そこに、同じく部室にいた仁王達も話の輪に入ってくる。
「女性となかなかコミュニケーションを取れん、恥ずかしがりの男性も増えとるようじゃしのう…可愛い女子が可愛い格好で接客してくれて、しかもソイツが自分のメイドなんて妄想まで出来るんなら、そりゃあ行きたくもなるじゃろな」
「仁王は行きたいの?」
「まっぴらゴメンじゃ」
一蹴した親友の台詞の後で、紳士という異名を持つ柳生は苦笑しながらも相手に同意する。

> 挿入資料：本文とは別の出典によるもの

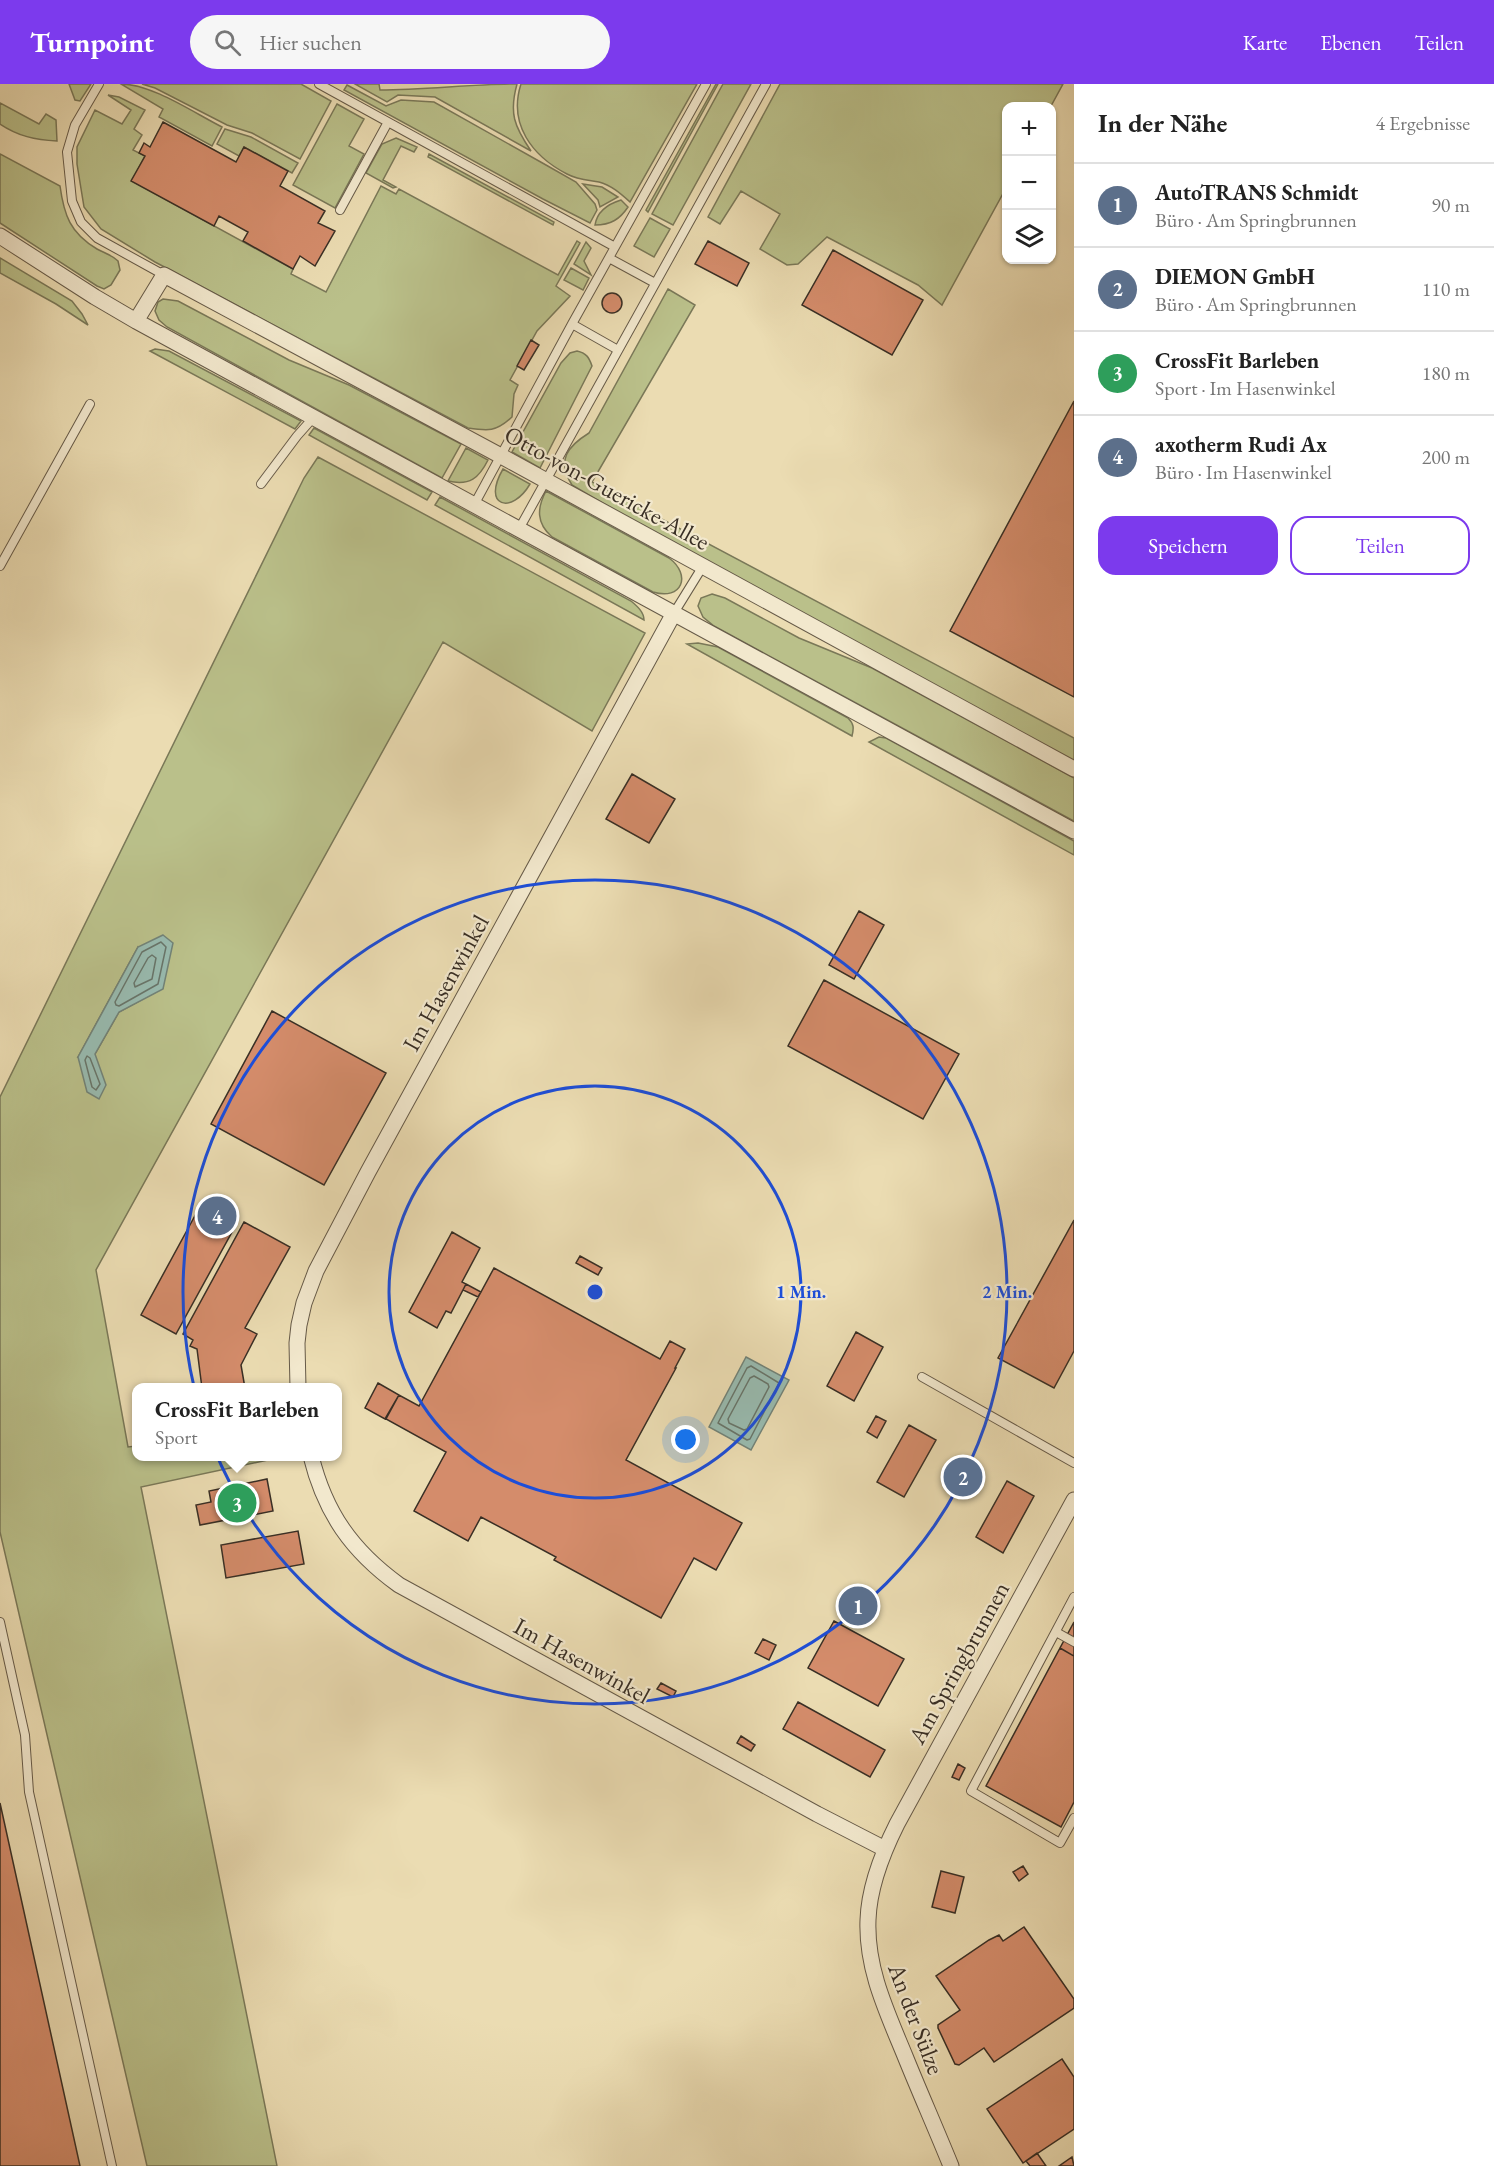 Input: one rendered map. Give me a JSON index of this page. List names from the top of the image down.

「どうにもその動機が…ね。あくまでも喫茶店というのは美味しいお茶とお茶菓子、そして一時の安らぎを静かに楽しむ為の場所だと思いますから」
「ま、確かにそうッスね。笑ってくれてても、それが本当の気持ちなのかは分からないッス」
「営業用ってことだろ? それは俺も思う」
そこで、全員が着替えたことを受けてマネージャーである桜乃が入ってくる。
「お疲れ様でしたー…あれ? 皆さん何をそんなに熱心に読んでるんですか?」
相変わらずほのぼのとした穏やかな雰囲気を漂わせて、朗らかに話しかけてくる少女に、その若者達は一斉に視線を向けた。
『………』
そして、沈黙の後で、丸井がぐっと拳を握って主張する。
「俺、おさげちゃんが接客するなら絶対行く!」
「その勢いならプリクラまで撮りそうじゃのう」
「で、でもいいな、それ…」
わいわいと煩悩の真っ只中で主張する男達に、桜乃がん?と首を傾げていると、それまで黙っていた三強達がやれやれと彼らを諌めた。

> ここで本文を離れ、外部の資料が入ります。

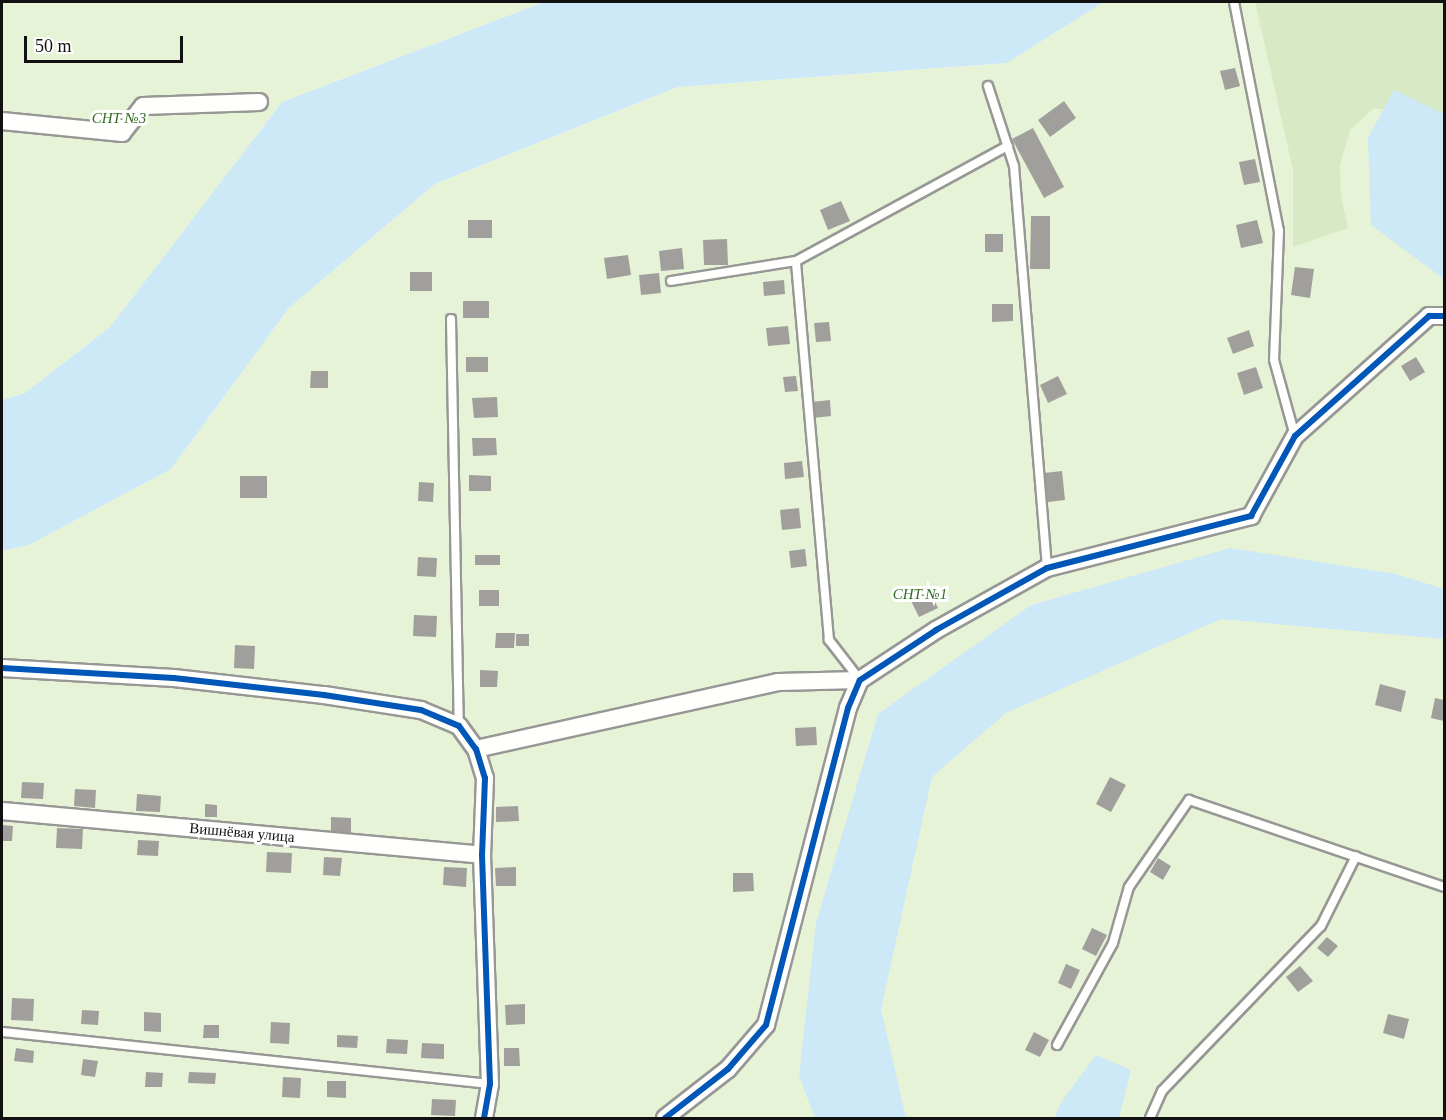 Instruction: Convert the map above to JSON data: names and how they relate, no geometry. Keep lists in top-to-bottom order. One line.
{"streets":{"street":["Вишнёвая улица"]},"parks":["СНТ №3","СНТ №1"],"scale_bar":"50 m"}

「ほら、もうそろそろ止めなよ。竜崎さんが変に思ってるじゃないか」
「全く…そんな話題で浮かれるとはたるんどるぞ、お前ら」
「趣味は個人の自由だが、立海の生徒であるという自覚は忘れるなよ」
そんな三人の台詞の間に、桜乃がひょこんとメンバー達が注目していた雑誌を覗き込んだ。
「うわ……色々なお店があるんですね。メイド…執事…」
「竜崎は興味あるんかの?」
「んー…不思議な世界なので何とも…うわ、一緒にデートするコースって、殆ど恋人じゃないですか」
「ま、擬似恋愛ってヤツだよな。こんなものが流行ってんなら、今度は新婚夫婦みたいなシチュのサービスまで始まったりして」
ひひひ、と笑う後輩に、彼の目付け役であり、且つ非常に厳格な真田がこらと叱る。
「いい加減にせんか。竜崎が困っとる」
「あ、と。すんません…竜崎もすまなかったな」
「いえいえ、いいんですよ」
それからもその話題に花が咲きそうだったが、これからの授業もある為、そこは一時解散となり彼らは校舎へと向かって行った。
昼休み…
(でもそっかぁ…男の人って、ああいうの、結構気にしているのかなぁ…って事は、嫌いじゃないってこと?)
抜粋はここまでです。